To do
Under this line are the records; write out word for word the part that begins at the line containing "display:flex; align-items:center; gap:14px;" and ends at the line containing "fill:#e6ad36; stroke:#232c37; stroke-width:1.5", and no more.

Items from a dataset
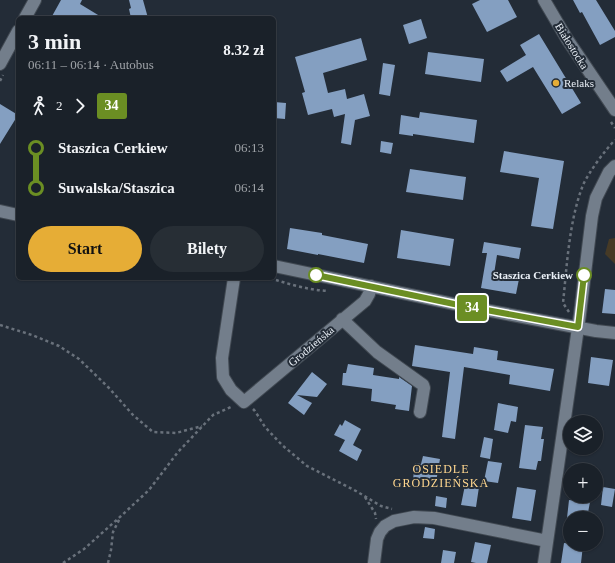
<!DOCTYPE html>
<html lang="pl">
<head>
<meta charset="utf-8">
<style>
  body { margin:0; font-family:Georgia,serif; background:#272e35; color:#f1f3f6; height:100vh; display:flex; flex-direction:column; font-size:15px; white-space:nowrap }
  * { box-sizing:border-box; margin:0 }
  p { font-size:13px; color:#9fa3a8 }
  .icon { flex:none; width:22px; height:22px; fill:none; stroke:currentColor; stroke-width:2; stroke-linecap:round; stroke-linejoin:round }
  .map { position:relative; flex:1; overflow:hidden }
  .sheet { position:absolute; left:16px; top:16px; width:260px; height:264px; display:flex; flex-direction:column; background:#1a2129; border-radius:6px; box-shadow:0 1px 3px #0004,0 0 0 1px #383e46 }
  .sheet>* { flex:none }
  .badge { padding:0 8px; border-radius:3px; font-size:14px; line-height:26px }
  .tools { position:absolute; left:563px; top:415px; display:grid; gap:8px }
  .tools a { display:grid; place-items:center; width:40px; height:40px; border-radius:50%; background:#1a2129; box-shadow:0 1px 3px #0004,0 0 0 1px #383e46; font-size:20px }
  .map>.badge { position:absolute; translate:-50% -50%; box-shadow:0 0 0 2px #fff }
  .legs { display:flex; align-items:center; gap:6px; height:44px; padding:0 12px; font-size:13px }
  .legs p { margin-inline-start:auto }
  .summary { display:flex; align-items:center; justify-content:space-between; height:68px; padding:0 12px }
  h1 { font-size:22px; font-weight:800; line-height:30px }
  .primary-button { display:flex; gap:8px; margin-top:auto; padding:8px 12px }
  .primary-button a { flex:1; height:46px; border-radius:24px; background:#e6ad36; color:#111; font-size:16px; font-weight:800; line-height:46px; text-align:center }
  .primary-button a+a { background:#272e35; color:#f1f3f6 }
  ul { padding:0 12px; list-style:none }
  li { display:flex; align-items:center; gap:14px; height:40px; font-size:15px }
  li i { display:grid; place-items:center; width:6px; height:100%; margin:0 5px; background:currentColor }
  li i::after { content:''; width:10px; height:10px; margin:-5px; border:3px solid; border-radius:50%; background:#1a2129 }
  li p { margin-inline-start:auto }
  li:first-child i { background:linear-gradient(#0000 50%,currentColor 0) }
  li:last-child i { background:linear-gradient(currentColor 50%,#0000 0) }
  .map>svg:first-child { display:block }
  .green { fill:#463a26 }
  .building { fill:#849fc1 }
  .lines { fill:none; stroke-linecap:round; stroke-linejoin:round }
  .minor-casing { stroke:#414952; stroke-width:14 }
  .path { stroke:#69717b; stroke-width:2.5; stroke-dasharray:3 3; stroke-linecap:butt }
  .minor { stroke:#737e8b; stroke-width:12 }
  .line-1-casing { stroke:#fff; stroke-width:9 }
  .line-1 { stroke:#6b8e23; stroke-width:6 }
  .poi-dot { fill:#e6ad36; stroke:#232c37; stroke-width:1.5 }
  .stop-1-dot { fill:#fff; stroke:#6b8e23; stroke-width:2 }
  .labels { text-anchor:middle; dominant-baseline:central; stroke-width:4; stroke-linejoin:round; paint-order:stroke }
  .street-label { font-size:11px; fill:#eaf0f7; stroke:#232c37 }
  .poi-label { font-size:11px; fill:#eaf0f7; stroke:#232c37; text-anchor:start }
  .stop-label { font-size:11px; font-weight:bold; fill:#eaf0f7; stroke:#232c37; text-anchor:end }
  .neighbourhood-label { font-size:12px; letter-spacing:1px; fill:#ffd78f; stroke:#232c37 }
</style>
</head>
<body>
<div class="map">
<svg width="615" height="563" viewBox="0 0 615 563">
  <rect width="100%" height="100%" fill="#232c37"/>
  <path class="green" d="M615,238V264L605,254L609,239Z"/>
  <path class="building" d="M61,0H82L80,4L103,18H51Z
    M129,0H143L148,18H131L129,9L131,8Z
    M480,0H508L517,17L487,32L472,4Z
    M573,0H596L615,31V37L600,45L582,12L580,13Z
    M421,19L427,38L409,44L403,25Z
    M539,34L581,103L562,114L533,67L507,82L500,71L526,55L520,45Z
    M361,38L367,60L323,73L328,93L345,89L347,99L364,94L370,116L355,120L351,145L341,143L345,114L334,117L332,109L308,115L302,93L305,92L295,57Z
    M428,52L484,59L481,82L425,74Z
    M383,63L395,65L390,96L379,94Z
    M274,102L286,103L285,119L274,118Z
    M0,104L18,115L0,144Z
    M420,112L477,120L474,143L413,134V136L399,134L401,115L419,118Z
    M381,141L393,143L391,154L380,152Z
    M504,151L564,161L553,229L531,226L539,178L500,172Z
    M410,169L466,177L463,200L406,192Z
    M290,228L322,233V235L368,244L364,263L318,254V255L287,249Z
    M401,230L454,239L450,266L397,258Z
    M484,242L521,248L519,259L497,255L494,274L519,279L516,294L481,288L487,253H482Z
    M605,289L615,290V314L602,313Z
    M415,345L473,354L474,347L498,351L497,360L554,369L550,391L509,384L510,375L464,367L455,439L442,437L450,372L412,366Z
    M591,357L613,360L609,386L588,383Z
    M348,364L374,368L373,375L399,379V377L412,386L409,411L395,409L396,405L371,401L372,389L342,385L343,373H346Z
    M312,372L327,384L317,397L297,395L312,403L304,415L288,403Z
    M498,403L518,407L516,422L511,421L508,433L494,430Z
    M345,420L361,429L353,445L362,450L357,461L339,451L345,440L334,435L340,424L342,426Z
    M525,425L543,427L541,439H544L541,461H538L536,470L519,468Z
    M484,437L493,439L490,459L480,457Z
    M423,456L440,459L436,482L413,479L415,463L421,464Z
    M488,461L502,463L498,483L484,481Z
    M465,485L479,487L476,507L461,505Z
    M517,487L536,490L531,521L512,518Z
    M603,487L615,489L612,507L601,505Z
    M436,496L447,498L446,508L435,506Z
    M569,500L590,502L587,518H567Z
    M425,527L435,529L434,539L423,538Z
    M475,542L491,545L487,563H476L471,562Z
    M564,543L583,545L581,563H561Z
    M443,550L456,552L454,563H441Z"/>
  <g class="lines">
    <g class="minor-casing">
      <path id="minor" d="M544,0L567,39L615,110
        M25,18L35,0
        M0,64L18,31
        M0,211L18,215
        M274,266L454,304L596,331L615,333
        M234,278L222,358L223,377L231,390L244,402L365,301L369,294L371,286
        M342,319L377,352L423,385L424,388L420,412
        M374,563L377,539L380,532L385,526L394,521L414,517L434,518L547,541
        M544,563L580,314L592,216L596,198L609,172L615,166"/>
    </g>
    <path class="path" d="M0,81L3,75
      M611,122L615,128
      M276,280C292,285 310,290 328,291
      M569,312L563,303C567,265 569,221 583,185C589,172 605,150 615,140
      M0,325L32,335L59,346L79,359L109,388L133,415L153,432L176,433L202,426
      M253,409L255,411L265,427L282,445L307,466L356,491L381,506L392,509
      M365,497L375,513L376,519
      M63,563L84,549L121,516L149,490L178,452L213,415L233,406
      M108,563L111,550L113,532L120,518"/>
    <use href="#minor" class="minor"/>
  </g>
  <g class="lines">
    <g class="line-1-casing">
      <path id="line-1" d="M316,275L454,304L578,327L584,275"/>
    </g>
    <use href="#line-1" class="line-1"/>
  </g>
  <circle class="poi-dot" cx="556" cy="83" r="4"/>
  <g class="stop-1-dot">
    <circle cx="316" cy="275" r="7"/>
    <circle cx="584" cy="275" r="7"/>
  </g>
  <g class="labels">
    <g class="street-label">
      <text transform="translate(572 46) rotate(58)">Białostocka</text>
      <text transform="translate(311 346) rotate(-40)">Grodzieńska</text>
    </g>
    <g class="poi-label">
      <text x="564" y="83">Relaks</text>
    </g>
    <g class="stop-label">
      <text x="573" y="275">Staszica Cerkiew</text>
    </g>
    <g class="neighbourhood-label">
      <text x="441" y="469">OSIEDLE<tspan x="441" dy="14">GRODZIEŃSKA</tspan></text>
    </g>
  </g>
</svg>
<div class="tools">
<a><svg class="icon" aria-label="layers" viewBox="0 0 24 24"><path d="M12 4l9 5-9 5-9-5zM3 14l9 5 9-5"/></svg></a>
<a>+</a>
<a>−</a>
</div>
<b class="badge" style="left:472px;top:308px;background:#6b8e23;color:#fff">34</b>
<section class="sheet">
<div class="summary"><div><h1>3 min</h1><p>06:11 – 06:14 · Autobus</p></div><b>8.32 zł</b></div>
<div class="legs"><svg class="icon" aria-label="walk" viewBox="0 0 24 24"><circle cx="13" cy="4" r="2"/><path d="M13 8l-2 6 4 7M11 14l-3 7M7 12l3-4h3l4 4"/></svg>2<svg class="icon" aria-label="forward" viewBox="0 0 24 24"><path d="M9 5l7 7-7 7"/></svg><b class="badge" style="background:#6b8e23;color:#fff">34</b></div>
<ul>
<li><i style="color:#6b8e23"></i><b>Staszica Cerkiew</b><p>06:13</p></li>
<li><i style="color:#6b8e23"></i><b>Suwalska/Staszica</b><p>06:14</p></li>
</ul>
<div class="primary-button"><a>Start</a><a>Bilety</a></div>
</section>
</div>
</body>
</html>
---
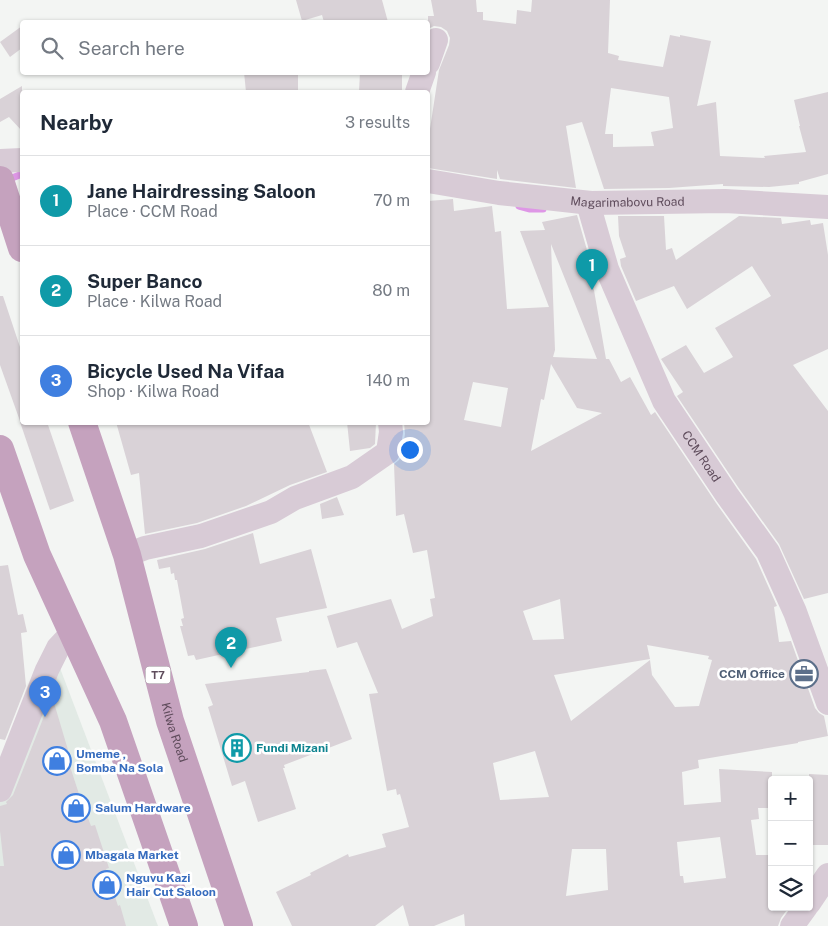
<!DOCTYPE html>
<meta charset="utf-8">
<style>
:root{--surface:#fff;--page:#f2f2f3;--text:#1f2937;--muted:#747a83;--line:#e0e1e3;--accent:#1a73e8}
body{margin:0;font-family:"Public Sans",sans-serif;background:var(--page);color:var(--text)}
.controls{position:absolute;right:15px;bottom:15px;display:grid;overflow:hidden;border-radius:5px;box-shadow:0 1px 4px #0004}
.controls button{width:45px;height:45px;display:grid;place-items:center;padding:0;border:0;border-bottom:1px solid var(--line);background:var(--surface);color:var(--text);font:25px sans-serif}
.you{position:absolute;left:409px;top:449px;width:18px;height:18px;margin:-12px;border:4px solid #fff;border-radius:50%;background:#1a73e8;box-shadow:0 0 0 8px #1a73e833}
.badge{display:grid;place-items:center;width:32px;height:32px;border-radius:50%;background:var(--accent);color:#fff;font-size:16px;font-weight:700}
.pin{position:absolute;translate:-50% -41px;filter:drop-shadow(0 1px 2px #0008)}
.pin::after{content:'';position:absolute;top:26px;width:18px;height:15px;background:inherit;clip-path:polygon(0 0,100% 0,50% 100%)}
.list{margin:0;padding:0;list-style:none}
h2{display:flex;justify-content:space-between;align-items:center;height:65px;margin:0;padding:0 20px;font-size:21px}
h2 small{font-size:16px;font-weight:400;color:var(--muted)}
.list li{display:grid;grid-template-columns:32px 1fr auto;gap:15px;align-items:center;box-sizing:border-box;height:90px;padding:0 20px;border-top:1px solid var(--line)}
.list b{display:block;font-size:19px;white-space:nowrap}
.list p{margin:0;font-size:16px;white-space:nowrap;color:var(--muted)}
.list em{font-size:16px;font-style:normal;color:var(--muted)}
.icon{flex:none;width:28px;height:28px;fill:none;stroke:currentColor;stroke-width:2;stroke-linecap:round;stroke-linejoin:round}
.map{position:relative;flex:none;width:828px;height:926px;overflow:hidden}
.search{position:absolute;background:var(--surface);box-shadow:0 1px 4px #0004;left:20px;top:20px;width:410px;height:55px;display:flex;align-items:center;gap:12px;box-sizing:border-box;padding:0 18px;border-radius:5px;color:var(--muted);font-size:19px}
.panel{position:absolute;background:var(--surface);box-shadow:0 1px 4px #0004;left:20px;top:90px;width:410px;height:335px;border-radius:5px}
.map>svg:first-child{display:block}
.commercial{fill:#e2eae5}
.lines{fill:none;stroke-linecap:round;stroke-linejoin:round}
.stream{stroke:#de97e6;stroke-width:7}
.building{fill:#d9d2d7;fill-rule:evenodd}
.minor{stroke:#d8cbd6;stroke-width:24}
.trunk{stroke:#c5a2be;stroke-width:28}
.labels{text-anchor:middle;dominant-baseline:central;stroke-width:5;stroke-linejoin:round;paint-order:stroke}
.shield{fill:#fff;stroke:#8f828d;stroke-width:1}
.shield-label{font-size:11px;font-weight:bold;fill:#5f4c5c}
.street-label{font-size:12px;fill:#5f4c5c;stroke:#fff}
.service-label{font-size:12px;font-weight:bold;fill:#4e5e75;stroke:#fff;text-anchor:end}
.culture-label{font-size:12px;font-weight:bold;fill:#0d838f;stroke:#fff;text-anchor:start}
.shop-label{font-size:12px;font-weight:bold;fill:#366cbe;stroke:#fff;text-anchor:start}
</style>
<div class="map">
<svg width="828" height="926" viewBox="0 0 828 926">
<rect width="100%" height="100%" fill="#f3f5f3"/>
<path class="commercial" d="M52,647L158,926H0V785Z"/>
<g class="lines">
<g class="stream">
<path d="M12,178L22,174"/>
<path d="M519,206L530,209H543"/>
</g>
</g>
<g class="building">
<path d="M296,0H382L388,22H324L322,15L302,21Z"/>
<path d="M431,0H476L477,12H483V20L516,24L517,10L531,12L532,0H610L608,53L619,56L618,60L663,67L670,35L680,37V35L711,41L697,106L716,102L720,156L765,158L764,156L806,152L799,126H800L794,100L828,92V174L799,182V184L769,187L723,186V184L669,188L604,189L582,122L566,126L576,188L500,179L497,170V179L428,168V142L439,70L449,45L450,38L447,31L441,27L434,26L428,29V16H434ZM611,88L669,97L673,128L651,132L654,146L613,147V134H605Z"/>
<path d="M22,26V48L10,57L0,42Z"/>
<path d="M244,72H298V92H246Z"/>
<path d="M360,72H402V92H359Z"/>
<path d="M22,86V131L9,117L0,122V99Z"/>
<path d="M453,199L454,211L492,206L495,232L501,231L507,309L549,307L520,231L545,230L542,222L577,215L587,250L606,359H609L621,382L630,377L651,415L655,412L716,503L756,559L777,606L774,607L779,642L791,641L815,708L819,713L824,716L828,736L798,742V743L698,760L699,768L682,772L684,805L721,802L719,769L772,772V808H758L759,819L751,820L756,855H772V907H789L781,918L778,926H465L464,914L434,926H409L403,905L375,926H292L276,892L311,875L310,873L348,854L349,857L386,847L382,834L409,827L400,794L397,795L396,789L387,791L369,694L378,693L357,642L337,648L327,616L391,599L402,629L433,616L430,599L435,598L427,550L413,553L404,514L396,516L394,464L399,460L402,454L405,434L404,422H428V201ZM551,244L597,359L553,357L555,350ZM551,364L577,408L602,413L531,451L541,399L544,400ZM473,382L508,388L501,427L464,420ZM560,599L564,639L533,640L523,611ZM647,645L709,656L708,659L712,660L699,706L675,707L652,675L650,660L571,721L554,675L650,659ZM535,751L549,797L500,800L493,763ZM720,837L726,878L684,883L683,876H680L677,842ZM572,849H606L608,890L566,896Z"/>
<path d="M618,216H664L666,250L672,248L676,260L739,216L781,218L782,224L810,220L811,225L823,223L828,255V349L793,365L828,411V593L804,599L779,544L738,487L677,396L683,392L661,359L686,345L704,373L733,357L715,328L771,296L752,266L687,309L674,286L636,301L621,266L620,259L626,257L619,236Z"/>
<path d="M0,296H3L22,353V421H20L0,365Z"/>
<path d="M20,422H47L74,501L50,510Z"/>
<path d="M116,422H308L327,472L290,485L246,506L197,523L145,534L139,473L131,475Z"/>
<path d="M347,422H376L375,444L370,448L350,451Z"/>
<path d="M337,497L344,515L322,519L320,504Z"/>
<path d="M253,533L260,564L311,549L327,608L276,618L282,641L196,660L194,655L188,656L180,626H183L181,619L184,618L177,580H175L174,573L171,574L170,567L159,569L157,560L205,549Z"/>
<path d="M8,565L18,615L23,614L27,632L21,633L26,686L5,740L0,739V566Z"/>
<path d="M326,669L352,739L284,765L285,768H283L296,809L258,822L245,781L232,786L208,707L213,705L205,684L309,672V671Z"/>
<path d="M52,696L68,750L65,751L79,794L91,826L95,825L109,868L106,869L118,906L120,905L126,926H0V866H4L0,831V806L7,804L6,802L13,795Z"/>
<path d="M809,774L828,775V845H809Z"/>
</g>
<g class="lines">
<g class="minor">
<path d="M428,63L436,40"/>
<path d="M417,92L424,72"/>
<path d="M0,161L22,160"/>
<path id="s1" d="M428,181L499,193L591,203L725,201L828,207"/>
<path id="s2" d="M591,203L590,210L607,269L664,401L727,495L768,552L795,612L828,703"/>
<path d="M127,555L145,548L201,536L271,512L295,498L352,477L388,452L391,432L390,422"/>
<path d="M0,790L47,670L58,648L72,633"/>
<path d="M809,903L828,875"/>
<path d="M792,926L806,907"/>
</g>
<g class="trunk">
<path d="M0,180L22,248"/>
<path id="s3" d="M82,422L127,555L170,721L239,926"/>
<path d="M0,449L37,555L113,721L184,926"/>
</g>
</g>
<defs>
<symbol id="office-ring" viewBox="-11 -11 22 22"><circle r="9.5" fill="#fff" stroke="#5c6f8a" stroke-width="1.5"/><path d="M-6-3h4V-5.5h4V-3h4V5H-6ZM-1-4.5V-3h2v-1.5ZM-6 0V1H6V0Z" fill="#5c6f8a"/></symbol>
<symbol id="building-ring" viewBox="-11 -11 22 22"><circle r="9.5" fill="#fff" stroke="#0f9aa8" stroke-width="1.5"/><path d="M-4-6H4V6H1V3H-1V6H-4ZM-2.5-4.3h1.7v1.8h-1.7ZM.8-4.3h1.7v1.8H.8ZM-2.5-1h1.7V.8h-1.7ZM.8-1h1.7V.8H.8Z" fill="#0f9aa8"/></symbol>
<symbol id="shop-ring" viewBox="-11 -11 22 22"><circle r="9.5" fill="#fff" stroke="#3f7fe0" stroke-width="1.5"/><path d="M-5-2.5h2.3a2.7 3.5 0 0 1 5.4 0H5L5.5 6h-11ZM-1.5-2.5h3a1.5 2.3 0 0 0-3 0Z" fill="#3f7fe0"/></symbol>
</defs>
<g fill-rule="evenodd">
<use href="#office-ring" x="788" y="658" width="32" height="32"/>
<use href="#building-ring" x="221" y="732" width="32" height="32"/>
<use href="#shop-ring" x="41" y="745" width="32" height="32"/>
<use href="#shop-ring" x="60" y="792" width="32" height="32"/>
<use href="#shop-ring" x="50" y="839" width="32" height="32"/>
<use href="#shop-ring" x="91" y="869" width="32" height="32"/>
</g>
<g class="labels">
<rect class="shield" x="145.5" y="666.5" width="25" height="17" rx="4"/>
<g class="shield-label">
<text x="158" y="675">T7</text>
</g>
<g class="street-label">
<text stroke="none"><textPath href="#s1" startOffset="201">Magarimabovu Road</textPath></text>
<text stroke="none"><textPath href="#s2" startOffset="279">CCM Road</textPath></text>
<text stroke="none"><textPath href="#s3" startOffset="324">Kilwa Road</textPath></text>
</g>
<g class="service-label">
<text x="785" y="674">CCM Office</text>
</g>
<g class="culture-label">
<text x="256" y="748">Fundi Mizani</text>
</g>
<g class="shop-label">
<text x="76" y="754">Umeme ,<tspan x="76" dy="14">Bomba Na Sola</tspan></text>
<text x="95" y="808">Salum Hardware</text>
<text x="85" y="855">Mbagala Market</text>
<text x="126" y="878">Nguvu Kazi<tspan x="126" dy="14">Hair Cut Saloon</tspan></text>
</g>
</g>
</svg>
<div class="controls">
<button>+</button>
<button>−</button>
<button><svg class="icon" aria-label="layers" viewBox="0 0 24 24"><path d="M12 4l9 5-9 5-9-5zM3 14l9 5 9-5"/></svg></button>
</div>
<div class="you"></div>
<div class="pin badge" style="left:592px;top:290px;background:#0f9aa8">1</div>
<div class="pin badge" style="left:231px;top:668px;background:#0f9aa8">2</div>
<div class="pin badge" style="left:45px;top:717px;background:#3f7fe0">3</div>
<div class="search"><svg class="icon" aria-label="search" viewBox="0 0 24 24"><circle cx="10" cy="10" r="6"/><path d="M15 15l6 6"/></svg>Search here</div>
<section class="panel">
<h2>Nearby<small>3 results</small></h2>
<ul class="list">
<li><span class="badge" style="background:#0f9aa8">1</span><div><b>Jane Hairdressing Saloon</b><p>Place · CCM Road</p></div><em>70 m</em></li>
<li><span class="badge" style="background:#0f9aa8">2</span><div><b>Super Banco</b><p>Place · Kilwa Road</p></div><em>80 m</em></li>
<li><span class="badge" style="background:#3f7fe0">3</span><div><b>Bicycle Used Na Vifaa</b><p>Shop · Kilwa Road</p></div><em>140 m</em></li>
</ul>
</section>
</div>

Expected answer
  li { display:flex; align-items:center; gap:14px; height:40px; font-size:15px }
  li i { display:grid; place-items:center; width:6px; height:100%; margin:0 5px; background:currentColor }
  li i::after { content:''; width:10px; height:10px; margin:-5px; border:3px solid; border-radius:50%; background:#1a2129 }
  li p { margin-inline-start:auto }
  li:first-child i { background:linear-gradient(#0000 50%,currentColor 0) }
  li:last-child i { background:linear-gradient(currentColor 50%,#0000 0) }
  .map>svg:first-child { display:block }
  .green { fill:#463a26 }
  .building { fill:#849fc1 }
  .lines { fill:none; stroke-linecap:round; stroke-linejoin:round }
  .minor-casing { stroke:#414952; stroke-width:14 }
  .path { stroke:#69717b; stroke-width:2.5; stroke-dasharray:3 3; stroke-linecap:butt }
  .minor { stroke:#737e8b; stroke-width:12 }
  .line-1-casing { stroke:#fff; stroke-width:9 }
  .line-1 { stroke:#6b8e23; stroke-width:6 }
  .poi-dot { fill:#e6ad36; stroke:#232c37; stroke-width:1.5 }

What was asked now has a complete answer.